Parsing OpenPGP Key Export Format with JavaScript
If you tuned in last time to my post about scalar numbers and multiprecision integers, you might think that I'm just writing a book report for the OpenPGP spec. That’s not actually the case. My goal is to write a JavaScript app that allows encryption and decryption of OpenPGP messages, and I’m trying to document my progress as it happens. Reading the spec and obsessing over every definition will only get us so far. I’m tired of reading, so now it’s time to write some code.
In this post, I will be walking through the process of reading OpenPGP public key files with JavaScript. Before we can get on to the more glamorous work of encrypting and decrypting OpenPGP messages, we need a way to get public and private keys into our app. And even before we can do this, we need a way of getting JavaScript to simply read data from the files themselves.

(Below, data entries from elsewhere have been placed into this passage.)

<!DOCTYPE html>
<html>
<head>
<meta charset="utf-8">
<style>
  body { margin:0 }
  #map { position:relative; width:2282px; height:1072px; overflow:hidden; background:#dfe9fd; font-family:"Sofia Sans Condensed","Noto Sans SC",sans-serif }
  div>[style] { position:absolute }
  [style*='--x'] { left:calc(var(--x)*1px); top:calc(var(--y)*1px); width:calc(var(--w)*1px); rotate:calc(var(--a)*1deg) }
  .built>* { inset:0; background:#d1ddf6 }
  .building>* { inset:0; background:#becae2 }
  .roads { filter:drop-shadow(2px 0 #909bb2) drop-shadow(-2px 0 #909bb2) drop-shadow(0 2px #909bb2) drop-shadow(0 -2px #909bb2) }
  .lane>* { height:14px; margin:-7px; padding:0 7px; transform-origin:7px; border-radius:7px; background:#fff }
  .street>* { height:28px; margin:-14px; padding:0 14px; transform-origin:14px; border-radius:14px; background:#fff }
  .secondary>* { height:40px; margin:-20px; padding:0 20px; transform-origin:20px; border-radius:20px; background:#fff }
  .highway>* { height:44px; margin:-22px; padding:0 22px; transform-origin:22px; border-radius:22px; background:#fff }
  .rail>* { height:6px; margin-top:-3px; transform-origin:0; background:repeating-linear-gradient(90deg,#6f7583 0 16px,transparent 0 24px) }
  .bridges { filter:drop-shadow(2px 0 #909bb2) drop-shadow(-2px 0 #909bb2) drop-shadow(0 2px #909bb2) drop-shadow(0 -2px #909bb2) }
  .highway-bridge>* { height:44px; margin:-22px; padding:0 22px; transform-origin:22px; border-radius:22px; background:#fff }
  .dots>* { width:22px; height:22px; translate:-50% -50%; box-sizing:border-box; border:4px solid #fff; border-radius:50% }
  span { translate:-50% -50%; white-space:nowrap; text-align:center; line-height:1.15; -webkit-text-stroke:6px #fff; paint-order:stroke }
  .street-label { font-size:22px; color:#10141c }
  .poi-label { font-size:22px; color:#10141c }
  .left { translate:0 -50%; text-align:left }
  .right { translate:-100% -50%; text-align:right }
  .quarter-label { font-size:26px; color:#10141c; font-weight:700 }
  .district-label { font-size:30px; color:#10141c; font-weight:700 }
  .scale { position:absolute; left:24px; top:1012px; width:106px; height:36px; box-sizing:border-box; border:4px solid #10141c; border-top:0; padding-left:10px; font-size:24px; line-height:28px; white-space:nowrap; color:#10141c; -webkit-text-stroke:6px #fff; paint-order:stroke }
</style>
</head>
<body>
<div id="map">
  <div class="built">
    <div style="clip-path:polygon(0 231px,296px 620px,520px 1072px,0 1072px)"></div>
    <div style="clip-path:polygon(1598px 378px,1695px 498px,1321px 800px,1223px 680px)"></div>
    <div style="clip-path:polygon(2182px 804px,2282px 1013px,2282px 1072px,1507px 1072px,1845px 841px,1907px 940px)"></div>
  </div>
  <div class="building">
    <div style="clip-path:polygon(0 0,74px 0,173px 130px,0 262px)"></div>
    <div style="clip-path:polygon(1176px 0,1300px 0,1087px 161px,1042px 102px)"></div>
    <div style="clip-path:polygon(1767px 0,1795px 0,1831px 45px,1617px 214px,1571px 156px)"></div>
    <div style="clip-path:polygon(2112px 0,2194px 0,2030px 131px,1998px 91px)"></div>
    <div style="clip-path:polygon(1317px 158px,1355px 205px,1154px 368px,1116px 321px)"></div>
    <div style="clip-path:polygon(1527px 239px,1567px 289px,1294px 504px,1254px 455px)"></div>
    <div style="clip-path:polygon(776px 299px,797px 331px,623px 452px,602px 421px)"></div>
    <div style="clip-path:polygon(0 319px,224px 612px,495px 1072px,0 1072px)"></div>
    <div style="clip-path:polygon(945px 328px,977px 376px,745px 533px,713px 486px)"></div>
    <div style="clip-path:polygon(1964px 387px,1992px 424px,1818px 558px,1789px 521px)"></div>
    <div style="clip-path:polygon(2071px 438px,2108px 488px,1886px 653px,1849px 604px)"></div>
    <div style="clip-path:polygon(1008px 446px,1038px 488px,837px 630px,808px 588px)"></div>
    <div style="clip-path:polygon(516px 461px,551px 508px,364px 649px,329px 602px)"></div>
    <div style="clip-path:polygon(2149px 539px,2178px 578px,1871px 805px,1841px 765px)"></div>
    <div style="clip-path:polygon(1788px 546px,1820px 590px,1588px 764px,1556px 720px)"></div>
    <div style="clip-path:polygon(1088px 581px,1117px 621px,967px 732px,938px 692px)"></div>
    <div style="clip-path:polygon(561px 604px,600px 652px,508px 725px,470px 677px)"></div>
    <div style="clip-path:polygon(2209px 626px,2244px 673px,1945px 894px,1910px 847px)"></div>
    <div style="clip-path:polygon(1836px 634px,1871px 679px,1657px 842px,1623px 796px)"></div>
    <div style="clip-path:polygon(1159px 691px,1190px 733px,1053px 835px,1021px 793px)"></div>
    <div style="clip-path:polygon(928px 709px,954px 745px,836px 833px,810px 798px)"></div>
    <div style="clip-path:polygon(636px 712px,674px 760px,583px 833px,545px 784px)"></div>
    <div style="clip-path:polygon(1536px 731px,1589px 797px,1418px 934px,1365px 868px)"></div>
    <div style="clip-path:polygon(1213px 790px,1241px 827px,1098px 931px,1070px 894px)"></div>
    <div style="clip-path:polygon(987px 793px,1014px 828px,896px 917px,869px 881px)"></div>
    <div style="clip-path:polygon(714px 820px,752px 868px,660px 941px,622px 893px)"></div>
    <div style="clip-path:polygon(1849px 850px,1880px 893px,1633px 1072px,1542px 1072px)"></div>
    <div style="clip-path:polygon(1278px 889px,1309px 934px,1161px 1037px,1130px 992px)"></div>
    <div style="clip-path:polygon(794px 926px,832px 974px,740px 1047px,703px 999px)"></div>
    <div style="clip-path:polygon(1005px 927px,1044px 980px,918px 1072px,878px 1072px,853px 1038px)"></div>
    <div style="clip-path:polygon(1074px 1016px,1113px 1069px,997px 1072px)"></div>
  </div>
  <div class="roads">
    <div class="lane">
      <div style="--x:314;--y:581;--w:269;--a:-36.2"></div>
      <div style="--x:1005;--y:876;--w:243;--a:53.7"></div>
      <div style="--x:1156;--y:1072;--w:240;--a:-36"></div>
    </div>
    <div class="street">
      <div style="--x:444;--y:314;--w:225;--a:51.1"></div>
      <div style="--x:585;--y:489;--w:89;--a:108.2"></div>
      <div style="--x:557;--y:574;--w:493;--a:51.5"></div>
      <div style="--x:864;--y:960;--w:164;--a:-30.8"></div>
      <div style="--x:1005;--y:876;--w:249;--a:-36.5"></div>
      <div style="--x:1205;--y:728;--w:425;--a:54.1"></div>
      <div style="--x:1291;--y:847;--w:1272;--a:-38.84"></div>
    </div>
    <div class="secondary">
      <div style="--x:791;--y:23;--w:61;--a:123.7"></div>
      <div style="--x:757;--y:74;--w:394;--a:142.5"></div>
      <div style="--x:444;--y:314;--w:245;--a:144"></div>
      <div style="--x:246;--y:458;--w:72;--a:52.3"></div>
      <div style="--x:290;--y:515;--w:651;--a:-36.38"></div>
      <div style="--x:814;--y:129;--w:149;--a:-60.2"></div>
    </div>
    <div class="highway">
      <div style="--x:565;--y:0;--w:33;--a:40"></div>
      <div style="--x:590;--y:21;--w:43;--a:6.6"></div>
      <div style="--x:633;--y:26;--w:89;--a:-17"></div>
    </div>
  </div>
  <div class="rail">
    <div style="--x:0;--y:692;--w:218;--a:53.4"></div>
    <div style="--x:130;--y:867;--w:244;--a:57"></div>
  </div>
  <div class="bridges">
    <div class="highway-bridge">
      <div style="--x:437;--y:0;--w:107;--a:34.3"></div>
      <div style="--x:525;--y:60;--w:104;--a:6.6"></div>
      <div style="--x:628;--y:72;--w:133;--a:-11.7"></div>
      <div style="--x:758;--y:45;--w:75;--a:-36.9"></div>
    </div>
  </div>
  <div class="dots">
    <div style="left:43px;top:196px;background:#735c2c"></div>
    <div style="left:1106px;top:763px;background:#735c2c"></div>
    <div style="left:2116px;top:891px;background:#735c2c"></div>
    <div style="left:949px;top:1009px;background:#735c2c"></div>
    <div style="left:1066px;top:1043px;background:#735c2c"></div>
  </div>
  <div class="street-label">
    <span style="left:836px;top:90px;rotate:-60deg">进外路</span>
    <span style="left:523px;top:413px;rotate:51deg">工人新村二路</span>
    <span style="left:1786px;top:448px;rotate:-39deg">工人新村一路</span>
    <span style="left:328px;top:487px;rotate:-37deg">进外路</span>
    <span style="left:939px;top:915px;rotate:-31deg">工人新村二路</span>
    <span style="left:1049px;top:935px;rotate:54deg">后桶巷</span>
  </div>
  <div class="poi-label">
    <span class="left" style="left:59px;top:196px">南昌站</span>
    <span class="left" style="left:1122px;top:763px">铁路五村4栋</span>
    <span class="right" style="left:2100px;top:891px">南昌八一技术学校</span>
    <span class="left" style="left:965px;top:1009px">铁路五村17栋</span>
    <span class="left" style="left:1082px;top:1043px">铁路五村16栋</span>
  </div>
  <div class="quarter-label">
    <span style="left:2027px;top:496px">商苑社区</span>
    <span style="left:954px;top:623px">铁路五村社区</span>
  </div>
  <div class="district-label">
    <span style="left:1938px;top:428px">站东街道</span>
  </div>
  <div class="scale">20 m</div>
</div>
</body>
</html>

OpenPGP data files and JavaScript
OpenPGP data files—which can include public key, private key or encrypted messages (among other things)—can be stored as raw binary or as, what the spec calls, ASCII Armored data. “ASCII Armor” (see section 6.2 in the spec) is a fancy way of saying that the binary data is Base64-encoded and saved as ASCII along with a checksum and some particular headers. When you decode an ASCII Armored data file, you should get the exact same binary data as if you had opened an equivalent binary file. (That’s part of what we’re going to prove today.)
Unfortunately, Javascript makes it a bitch to work with binary files, so that’s why I’m devoting a post solely to reading files into JavaScript and Base64 decoding ASCII Armor into binary. We’ll actually parse the binary into meaningful data structures at a later time. In order to properly decode ASCII Armored data, we’ll need JavaScript functions to Base64 decode/encode as well as a CRC24 checksum function. The spec helpfully describes how all of this will work, and we’re going to implement it!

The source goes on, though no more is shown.